### Exercise description
All lines from the one with "Petit Theatre<br>de l'Opera</span>" through the final line below are to be reproduced exactly; omit the others.

### Data provided
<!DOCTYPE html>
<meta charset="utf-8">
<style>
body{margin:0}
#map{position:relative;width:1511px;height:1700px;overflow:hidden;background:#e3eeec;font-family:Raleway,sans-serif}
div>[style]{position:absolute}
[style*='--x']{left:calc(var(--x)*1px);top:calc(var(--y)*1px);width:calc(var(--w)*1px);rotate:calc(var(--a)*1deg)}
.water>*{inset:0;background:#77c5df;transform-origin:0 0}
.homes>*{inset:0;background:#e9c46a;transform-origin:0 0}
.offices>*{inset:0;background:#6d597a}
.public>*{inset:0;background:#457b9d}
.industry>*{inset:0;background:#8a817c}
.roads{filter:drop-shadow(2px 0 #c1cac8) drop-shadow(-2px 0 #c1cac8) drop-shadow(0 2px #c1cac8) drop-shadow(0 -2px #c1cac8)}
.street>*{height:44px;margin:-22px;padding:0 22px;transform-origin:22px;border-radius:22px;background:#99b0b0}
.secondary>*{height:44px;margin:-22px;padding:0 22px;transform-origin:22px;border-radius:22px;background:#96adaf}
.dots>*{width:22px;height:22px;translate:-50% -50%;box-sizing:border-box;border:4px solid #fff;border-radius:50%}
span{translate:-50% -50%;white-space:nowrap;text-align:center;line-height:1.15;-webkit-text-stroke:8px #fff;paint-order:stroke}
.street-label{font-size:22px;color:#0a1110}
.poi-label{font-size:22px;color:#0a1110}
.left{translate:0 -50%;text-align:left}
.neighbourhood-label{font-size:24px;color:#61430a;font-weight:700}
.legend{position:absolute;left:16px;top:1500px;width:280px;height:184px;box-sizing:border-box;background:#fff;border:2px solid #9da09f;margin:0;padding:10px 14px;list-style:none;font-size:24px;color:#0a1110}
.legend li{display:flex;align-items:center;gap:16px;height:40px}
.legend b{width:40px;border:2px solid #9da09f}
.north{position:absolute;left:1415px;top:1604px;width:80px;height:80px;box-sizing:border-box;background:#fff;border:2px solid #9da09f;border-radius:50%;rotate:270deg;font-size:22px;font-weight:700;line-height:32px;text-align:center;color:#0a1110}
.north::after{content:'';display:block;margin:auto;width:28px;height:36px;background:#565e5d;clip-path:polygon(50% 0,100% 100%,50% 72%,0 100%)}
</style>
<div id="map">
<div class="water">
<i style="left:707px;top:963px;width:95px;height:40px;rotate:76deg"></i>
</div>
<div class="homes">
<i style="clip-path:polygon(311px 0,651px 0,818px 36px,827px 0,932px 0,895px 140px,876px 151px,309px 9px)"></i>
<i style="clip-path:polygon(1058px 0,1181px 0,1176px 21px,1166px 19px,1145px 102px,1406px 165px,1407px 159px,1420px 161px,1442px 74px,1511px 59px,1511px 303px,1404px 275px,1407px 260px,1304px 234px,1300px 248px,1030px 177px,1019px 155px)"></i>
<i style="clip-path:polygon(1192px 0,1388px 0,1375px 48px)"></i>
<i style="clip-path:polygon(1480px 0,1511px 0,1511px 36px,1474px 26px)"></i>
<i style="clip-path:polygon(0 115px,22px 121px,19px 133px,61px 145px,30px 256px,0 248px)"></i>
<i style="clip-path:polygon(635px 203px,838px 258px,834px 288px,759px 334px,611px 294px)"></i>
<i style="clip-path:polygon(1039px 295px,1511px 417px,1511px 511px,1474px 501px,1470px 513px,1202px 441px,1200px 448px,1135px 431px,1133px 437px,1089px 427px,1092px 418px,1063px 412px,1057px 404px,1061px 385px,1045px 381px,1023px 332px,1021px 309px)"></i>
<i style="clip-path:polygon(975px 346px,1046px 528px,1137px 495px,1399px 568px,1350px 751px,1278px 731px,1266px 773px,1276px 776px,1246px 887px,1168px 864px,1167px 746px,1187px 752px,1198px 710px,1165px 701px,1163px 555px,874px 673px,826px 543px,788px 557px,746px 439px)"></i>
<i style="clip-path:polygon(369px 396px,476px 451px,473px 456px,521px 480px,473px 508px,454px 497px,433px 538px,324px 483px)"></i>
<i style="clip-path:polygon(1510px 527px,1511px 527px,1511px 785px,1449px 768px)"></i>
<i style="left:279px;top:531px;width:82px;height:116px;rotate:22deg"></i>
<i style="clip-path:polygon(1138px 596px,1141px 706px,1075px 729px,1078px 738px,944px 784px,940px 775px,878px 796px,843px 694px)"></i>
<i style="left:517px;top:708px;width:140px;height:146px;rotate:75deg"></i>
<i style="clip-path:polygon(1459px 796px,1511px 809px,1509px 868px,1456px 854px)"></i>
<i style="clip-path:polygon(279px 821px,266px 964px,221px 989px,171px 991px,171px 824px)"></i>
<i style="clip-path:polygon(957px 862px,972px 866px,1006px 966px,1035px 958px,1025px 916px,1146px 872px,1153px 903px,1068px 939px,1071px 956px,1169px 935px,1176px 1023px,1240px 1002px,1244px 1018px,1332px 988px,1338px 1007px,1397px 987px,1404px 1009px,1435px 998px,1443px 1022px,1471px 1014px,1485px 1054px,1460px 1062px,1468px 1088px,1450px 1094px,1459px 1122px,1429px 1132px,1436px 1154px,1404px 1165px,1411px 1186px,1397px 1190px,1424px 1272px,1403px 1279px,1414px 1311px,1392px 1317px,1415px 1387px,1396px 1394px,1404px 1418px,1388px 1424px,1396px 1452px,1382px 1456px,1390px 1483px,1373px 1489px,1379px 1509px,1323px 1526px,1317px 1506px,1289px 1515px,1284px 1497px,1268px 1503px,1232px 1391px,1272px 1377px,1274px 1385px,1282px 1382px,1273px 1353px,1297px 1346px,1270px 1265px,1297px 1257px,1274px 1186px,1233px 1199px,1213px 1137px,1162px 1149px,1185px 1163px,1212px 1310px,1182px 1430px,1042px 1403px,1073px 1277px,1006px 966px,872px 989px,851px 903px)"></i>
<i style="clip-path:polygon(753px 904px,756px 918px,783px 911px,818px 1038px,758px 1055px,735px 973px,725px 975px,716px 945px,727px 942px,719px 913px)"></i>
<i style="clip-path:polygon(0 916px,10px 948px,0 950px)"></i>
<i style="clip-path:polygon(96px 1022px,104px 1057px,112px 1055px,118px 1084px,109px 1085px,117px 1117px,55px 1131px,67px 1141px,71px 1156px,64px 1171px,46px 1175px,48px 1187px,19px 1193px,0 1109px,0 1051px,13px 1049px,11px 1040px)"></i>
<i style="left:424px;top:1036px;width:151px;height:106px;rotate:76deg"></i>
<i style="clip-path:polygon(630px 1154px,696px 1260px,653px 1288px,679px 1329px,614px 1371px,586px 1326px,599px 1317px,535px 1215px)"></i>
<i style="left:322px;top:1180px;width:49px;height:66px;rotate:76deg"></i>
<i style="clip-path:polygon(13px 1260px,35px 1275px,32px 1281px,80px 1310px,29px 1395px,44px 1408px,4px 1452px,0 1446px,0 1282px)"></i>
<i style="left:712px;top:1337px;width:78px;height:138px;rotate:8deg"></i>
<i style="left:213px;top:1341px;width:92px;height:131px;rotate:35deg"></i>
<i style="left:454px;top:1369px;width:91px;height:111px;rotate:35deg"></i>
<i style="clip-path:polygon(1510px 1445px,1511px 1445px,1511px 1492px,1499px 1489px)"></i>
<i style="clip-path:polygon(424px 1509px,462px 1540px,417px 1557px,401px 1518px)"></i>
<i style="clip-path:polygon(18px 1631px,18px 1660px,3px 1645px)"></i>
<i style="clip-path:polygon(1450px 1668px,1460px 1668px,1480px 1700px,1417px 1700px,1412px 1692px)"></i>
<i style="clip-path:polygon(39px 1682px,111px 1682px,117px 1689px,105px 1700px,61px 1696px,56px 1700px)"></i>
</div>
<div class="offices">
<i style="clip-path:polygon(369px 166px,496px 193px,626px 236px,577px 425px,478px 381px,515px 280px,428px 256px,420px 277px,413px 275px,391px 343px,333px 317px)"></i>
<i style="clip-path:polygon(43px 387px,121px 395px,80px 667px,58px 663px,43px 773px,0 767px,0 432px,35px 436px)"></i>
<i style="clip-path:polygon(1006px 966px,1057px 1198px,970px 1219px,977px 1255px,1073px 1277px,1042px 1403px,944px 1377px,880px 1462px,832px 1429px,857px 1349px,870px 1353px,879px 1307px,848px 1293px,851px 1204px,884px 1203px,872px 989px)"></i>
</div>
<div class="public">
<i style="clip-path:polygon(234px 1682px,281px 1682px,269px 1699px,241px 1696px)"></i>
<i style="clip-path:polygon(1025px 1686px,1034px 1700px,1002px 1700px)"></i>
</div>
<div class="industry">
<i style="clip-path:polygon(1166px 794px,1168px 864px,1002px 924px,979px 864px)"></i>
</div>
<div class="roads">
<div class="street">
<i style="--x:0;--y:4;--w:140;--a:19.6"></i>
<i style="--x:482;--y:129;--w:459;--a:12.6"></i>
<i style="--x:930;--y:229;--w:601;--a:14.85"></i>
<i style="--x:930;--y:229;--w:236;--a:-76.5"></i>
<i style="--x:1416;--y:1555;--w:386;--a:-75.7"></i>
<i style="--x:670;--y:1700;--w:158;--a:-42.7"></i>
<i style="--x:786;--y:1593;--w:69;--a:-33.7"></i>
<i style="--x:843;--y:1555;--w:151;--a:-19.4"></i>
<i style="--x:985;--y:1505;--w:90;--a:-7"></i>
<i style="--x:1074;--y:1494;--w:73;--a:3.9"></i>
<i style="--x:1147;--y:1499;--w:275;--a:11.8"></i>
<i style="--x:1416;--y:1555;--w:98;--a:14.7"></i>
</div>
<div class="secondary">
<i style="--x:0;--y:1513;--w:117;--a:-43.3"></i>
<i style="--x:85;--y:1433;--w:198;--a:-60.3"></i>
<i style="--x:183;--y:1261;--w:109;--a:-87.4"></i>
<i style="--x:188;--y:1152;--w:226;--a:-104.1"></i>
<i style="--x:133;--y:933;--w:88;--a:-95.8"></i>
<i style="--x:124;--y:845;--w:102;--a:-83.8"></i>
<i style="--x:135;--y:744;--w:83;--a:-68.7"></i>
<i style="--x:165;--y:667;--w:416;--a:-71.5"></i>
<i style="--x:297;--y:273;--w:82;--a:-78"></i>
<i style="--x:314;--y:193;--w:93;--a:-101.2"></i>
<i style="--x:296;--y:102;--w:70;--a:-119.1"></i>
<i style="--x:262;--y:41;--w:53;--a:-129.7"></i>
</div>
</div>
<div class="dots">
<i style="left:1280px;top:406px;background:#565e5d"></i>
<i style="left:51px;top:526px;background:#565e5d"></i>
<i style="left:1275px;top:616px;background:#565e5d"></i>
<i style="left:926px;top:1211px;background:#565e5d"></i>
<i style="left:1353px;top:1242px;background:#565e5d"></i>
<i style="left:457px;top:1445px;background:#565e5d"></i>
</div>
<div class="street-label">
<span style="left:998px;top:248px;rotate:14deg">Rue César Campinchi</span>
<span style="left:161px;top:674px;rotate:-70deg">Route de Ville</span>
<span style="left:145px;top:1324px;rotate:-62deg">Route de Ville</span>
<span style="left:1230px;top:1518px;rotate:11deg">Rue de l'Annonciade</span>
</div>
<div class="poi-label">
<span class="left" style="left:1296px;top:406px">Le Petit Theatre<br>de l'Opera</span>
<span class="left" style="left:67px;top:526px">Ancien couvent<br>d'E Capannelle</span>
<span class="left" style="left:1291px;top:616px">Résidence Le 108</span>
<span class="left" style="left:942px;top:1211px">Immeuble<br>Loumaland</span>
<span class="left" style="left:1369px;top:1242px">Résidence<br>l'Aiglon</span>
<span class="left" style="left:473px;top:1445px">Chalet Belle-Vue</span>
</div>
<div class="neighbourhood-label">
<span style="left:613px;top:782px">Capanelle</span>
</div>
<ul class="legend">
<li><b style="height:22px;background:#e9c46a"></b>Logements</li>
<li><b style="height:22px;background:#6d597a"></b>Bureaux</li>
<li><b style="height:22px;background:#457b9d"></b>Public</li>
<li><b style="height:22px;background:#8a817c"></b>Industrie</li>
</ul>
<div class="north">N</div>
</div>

### Solution to this exercise
<span class="left" style="left:1296px;top:406px">Le Petit Theatre<br>de l'Opera</span>
<span class="left" style="left:67px;top:526px">Ancien couvent<br>d'E Capannelle</span>
<span class="left" style="left:1291px;top:616px">Résidence Le 108</span>
<span class="left" style="left:942px;top:1211px">Immeuble<br>Loumaland</span>
<span class="left" style="left:1369px;top:1242px">Résidence<br>l'Aiglon</span>
<span class="left" style="left:473px;top:1445px">Chalet Belle-Vue</span>
</div>
<div class="neighbourhood-label">
<span style="left:613px;top:782px">Capanelle</span>
</div>
<ul class="legend">
<li><b style="height:22px;background:#e9c46a"></b>Logements</li>
<li><b style="height:22px;background:#6d597a"></b>Bureaux</li>
<li><b style="height:22px;background:#457b9d"></b>Public</li>
<li><b style="height:22px;background:#8a817c"></b>Industrie</li>
</ul>
<div class="north">N</div>
</div>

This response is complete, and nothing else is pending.